6. Latency that's fine for a demo and unusable at scale

A 2-second response in a demo feels snappy. The same 2-second response on every message in a busy internal chat tool feels interminable, and at 5 concurrent users on a single-replica inference endpoint, the tail latency starts hitting 8–10 seconds. Users churn off the assistant within a week.

The fix

• Stream tokens. Time-to-first-token matters far more than total completion time. Streaming a 4-second response that starts arriving in 600ms feels twice as fast as a 2-second response delivered all at once.
• Cache aggressively. Cache the embedding for the query (not just the answer). Cache the retrieved doc IDs for identical queries. Cache the final answer for FAQ-shaped traffic. Three layers of cache typically absorb 30–50% of production load.
• Smaller model for routing, bigger for synthesis. Use a 7B or smaller model for query rewriting, intent classification, and retrieval filtering. Reserve the 70B (or GPT-4-class) model for the final synthesis step. This single change cut p95 latency by 40% on one of our recent engagements.
• Right-size your inference infrastructure. Load test before launch, not after. Most teams discover their batching configuration is wrong only after a Tuesday morning load spike melts the endpoint.

7. No evaluation harness (so you can't tell if changes help or hurt)

Every RAG team we've worked with that doesn't have an evaluation harness ends up in the same place: a graveyard of well-intentioned "improvements" that nobody is sure actually improved anything. Someone swaps the embedding model. Someone tweaks the chunking. Someone tries a different reranker. Each change is shipped on vibes, and the system slowly drifts in a direction nobody can quantify.

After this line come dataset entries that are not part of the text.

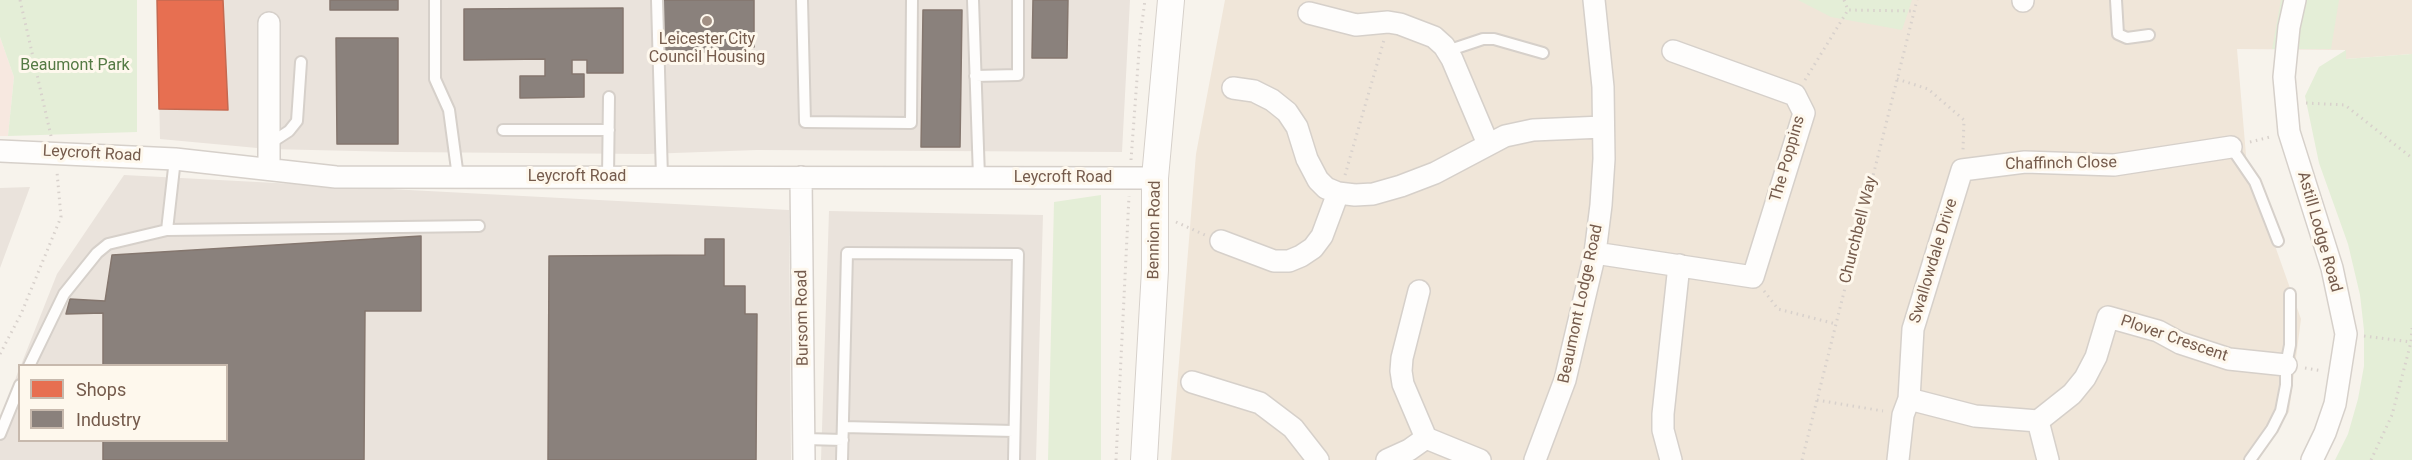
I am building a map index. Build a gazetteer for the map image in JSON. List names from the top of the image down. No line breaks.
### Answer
{"streets":{"street":["Leycroft Road","The Poppins","Chaffinch Close","Bennion Road","Astill Lodge Road","Swallowdale Drive","Beaumont Lodge Road","Bursom Road","Plover Crescent"],"path":["Churchbell Way"]},"crossings":[["Leycroft Road","Bennion Road"],["Leycroft Road","Bursom Road"],["Chaffinch Close","Swallowdale Drive"]],"parks":["Beaumont Park"],"places":["Leicester City Council Housing"],"legend":["Shops","Industry"]}
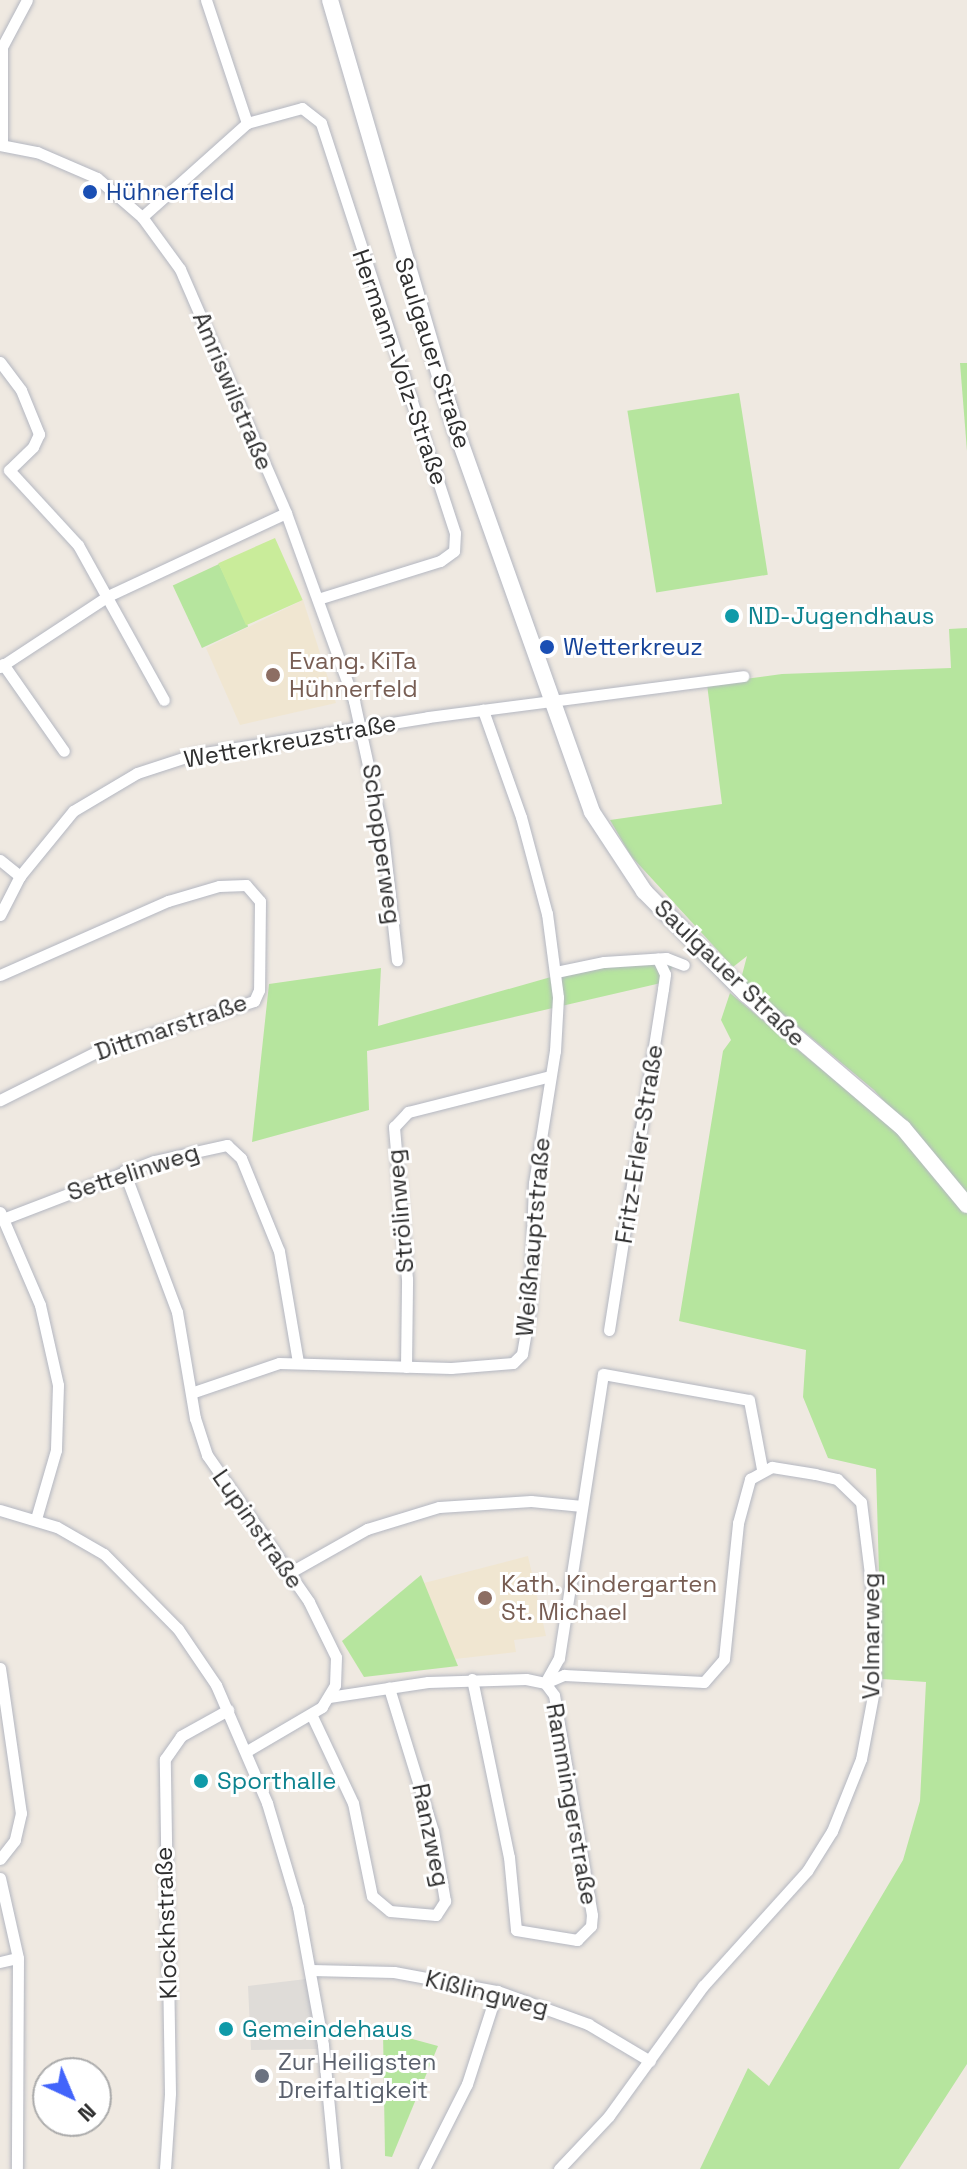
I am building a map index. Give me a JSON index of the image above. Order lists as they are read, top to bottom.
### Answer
{
  "streets": {
    "main road": ["Saulgauer Straße"],
    "street": [
      "Hermann-Volz-Straße",
      "Amriswilstraße",
      "Wetterkreuzstraße",
      "Schopperweg",
      "Dittmarstraße",
      "Fritz-Erler-Straße",
      "Settelinweg",
      "Strölinweg",
      "Weißhauptstraße",
      "Lupinstraße",
      "Volmarweg",
      "Rammingerstraße",
      "Ranzweg",
      "Klockhstraße",
      "Kißlingweg"
    ]
  },
  "crossings": [
    ["Saulgauer Straße", "Wetterkreuzstraße"],
    ["Hermann-Volz-Straße", "Amriswilstraße"],
    ["Amriswilstraße", "Wetterkreuzstraße"],
    ["Amriswilstraße", "Schopperweg"],
    ["Wetterkreuzstraße", "Schopperweg"],
    ["Wetterkreuzstraße", "Weißhauptstraße"],
    ["Settelinweg", "Weißhauptstraße"],
    ["Settelinweg", "Lupinstraße"],
    ["Strölinweg", "Weißhauptstraße"],
    ["Weißhauptstraße", "Lupinstraße"],
    ["Lupinstraße", "Rammingerstraße"],
    ["Volmarweg", "Rammingerstraße"],
    ["Volmarweg", "Kißlingweg"],
    ["Rammingerstraße", "Ranzweg"]
  ],
  "places": [
    "Hühnerfeld",
    "ND-Jugendhaus",
    "Wetterkreuz",
    "Evang. KiTa Hühnerfeld",
    "Kath. Kindergarten St. Michael",
    "Sporthalle",
    "Gemeindehaus",
    "Zur Heiligsten Dreifaltigkeit"
  ],
  "north": "bottom right"
}
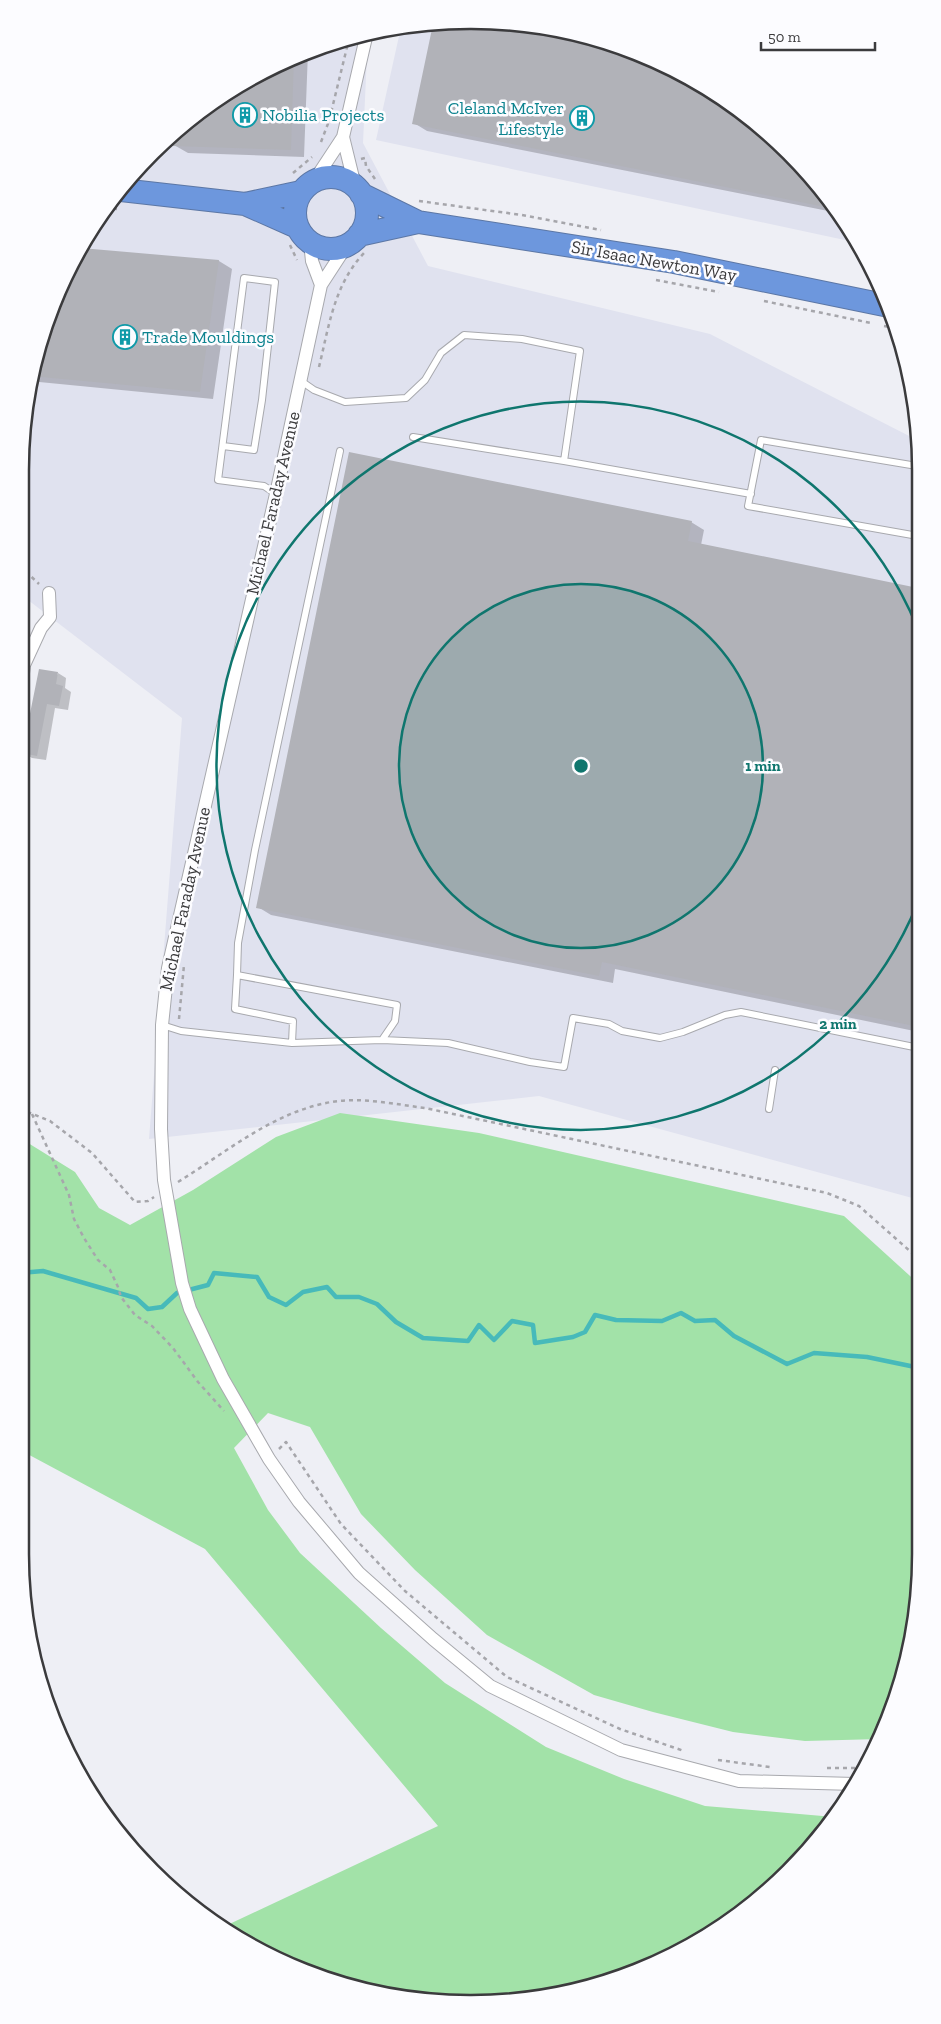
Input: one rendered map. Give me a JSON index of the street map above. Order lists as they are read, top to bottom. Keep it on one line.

The fix: build the eval harness on day one

• A golden set of 50–200 query/answer pairs drawn from real (or realistic) user questions, labeled by subject matter experts. This is the single most valuable artifact in a RAG program.
• Retrieval metrics: recall@k and nDCG@k against the golden set. Cheap to compute, runs in CI.
• Generation metrics: use an LLM-as-judge with a strict rubric (faithfulness, completeness, refusal-quality). Frameworks like RAGAS, Ragas, TruLens, and Promptfoo are all fine starting points. Don't trust raw BLEU or ROUGE for generative answers; they correlate poorly with actual quality.
• Production telemetry beats offline eval. Log thumbs-up/thumbs-down, edit-on-copy events, and no-answer rates. Pipe them into a dashboard that someone actually looks at every week.

The harsh truth: a RAG system without an eval harness is a system that nobody knows the quality of, including its own authors. Build the harness before you optimize anything.

Putting it all together

The seven failures aren't independent — they interact. Stale embeddings make eval scores drift downward; naive chunking amplifies the noise that reranking has to clean up; missing ACLs become catastrophic precisely when latency optimizations push more queries through more cache layers.

Production-grade RAG is mostly about turning the loose, demo-shaped pipeline into a disciplined data system: known sources, known chunks, known retrieval contract, known access policy, known metrics. The architecture isn't exotic. The discipline is.